In cellular-automaton models (Adamatzky 2001), a colored precipitate is formed when chemical waves collide with each other: colored sites are sites of Voronoi diagram edges, uncolored sites are simply "planar points". If we try to implement this idea in a real chemical medium, we find an even simpler solution: when two or more wave fronts collide, no colored precipitate will form at sites of their collision, while all other parts of the medium are colored with the precipitate. Thus the Voronoi diagram is represented by light (or uncolored) loci of the chemical medium.

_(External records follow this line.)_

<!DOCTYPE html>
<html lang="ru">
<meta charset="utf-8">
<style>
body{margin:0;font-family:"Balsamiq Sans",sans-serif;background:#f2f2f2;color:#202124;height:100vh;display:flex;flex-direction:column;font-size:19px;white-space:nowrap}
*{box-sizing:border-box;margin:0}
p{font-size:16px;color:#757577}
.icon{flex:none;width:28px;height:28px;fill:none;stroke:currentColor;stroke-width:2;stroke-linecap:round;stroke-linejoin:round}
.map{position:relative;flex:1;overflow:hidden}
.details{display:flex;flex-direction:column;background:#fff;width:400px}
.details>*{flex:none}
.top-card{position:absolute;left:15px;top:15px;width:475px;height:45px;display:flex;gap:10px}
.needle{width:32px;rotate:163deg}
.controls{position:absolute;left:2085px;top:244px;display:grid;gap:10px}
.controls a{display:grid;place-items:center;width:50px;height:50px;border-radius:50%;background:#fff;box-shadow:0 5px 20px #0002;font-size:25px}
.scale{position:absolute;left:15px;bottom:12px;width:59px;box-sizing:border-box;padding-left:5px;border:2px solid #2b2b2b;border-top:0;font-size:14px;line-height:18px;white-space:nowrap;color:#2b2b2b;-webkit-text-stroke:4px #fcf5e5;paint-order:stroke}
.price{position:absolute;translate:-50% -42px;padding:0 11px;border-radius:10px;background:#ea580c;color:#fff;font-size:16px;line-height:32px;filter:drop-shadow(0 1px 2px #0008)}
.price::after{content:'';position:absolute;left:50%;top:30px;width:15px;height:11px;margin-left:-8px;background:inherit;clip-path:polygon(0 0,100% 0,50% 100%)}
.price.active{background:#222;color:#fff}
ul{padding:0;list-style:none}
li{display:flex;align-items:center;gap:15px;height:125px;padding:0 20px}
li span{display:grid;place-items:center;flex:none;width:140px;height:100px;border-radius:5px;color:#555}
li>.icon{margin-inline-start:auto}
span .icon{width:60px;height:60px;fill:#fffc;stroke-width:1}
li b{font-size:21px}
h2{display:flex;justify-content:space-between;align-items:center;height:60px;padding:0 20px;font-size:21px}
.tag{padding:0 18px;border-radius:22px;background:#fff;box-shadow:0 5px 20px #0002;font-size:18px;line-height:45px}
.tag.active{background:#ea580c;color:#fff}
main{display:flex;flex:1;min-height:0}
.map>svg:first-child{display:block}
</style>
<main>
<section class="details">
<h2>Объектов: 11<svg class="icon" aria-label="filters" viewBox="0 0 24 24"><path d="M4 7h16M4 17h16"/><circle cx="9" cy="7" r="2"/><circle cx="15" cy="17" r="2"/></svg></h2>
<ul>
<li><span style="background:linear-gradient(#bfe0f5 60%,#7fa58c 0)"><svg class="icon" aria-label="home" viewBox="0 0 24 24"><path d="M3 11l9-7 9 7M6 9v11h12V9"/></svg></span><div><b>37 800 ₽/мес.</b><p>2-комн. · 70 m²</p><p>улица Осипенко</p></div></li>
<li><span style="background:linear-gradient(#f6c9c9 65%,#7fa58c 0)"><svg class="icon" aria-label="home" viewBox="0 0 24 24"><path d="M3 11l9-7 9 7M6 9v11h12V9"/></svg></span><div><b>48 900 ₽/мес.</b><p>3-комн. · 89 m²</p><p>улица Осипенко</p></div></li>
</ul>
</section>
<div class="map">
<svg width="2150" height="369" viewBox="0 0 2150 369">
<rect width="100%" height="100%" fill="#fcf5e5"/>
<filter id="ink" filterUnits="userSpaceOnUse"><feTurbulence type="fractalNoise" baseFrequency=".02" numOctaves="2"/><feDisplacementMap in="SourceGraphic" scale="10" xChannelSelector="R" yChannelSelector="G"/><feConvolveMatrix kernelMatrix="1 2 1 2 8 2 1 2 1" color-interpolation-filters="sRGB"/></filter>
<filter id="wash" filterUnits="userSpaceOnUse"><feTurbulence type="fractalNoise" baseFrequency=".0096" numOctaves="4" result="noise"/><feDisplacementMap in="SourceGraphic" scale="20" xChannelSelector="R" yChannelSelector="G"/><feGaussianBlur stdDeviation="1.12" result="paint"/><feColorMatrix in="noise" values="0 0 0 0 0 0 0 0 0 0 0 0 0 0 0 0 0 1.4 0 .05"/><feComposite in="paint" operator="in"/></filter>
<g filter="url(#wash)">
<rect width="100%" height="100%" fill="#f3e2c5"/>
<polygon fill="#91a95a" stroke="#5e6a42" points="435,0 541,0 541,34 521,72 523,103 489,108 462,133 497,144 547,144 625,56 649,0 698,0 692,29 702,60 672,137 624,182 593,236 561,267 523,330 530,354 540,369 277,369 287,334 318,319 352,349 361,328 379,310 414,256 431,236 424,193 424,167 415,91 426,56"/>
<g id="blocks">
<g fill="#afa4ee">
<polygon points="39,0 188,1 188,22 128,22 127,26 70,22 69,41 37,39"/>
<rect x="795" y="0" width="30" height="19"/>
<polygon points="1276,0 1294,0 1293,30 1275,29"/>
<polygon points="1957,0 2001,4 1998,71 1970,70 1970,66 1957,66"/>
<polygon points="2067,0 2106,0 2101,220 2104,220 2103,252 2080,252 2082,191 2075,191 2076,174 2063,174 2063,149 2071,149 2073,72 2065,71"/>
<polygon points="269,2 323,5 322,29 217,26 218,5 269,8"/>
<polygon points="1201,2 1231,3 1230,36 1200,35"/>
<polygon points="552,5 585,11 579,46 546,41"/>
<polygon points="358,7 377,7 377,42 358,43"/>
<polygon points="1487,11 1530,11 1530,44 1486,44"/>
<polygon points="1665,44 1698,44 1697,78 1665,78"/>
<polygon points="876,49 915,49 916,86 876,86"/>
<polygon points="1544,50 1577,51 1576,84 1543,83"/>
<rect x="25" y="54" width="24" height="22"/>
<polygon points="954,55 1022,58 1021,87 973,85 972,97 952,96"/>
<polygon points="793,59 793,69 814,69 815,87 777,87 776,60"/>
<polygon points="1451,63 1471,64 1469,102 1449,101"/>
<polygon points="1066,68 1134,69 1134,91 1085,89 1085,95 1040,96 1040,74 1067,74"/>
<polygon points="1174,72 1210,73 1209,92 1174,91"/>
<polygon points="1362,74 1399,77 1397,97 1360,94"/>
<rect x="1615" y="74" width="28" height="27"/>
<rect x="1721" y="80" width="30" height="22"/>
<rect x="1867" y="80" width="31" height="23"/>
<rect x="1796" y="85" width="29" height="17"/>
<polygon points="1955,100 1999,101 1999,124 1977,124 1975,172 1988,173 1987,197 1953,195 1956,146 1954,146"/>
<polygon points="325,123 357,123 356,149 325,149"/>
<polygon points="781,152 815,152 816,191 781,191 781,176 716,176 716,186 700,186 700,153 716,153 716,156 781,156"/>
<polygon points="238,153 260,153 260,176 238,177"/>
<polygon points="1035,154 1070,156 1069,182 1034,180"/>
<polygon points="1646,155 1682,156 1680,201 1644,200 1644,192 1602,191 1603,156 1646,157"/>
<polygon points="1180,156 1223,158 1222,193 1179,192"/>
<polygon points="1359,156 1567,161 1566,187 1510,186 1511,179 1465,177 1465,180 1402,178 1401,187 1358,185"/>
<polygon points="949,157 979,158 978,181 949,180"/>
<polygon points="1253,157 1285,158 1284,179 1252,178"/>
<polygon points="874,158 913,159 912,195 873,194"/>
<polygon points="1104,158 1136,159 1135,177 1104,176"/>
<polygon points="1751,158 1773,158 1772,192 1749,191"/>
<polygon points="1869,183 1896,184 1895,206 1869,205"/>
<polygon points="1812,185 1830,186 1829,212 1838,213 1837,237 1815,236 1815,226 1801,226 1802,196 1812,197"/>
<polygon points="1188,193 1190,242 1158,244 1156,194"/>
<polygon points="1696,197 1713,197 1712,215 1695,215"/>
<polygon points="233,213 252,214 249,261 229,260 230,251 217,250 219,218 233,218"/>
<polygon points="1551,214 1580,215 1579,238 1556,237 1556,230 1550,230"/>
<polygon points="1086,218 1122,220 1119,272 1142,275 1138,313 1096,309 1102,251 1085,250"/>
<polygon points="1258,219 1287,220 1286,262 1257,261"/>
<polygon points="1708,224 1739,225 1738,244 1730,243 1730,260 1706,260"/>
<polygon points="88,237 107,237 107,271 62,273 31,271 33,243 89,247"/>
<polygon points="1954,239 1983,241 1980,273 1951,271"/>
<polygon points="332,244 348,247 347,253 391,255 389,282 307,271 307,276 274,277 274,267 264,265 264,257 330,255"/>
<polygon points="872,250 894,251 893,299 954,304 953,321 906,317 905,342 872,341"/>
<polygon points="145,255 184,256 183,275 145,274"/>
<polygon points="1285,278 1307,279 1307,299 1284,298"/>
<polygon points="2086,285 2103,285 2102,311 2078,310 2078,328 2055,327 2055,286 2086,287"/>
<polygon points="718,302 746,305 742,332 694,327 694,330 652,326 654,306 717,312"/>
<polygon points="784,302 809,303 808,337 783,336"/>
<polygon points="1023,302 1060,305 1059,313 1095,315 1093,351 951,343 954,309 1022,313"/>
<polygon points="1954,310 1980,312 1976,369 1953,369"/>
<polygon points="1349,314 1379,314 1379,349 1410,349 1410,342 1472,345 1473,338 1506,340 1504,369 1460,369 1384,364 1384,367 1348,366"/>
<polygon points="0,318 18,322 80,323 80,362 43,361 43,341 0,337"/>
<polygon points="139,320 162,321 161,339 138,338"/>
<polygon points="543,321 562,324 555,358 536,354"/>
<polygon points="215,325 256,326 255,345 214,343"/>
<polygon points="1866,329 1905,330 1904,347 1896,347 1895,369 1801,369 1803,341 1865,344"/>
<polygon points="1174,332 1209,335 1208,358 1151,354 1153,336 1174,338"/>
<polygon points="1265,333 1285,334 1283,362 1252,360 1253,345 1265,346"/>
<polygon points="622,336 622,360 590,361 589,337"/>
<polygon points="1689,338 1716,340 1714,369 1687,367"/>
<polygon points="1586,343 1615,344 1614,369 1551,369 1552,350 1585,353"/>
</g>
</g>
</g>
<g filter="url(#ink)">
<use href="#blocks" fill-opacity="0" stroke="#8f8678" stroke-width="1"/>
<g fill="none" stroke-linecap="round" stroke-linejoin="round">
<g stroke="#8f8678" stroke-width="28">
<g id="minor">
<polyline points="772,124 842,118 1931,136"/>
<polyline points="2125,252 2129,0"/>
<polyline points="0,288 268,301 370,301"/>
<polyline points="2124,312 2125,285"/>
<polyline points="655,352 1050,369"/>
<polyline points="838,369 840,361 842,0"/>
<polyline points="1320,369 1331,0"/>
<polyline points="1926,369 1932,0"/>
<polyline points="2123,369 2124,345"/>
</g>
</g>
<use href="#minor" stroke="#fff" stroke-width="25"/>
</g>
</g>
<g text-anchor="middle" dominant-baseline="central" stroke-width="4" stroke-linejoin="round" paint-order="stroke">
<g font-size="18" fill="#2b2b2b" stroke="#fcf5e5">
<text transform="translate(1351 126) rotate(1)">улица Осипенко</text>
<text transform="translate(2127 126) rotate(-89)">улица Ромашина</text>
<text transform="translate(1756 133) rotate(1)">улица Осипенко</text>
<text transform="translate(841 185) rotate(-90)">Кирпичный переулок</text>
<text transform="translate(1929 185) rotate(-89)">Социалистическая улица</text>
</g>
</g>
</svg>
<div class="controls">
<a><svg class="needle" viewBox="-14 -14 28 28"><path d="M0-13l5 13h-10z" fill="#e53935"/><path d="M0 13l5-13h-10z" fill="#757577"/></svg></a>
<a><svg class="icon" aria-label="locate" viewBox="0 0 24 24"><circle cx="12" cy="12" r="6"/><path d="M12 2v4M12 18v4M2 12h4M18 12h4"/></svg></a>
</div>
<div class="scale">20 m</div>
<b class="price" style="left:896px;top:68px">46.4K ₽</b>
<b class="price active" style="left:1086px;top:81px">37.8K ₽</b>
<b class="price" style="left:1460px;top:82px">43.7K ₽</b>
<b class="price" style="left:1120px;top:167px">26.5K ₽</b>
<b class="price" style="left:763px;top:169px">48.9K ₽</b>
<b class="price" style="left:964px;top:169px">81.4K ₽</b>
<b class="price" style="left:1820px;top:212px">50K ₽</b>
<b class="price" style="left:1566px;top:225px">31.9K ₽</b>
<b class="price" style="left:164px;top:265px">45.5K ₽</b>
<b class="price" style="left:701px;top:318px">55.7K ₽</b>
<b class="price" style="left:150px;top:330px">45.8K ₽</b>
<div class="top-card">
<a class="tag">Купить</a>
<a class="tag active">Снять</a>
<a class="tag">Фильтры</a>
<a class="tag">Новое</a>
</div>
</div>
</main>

A palladium processor (Tolmachev and Adamatzky 1996; Adamatzky and De Lacy Costello 2002a, 2002b) is a first-ever specialized chemical computer after Belousov-Zhabotinsky processors (see, e.g., Kuhnert, Agladze, and Krinsky 1986; Rambidi and Chernavskii 1991; Rambidi, Maximychev, and Usatov 1994; Rambidi et al. 2002) to be used for image processing and computational geometry. An active planar substrate is prepared by mixing agar gel with a solution of palladium chloride. This thin film of agar is placed on an acetate film. Sites corresponding to the planar points, which must be subdivided by Voronoi bisectors, are marked by drops of potassium iodide solution. The potassium iodide diffuses from the given points and fills almost the entire reaction space with a dark color, because a precipitate of palladium iodide is produced as the result of the reaction. When two diffusive wave fronts meet with one another, no precipitate is formed (this may happen due to exhaustion of potassium iodide, or concentration inhibition of the reaction, or even physical interaction—e.g., repulsion—of the diffusive fronts). Thus the bisectors of the Voronoi diagram are represented by colorless zones of the reaction space, as shown in figure 3.1.

click to expand
Figure 3.1: Voronoi diagram, constructed in experimental reaction-diffusion processor. Bisectors are seen as light (uncolored) segments. Original data points are represented by light discs. (With permission of Benjamin de Lacy Costello, Bristol, UK.)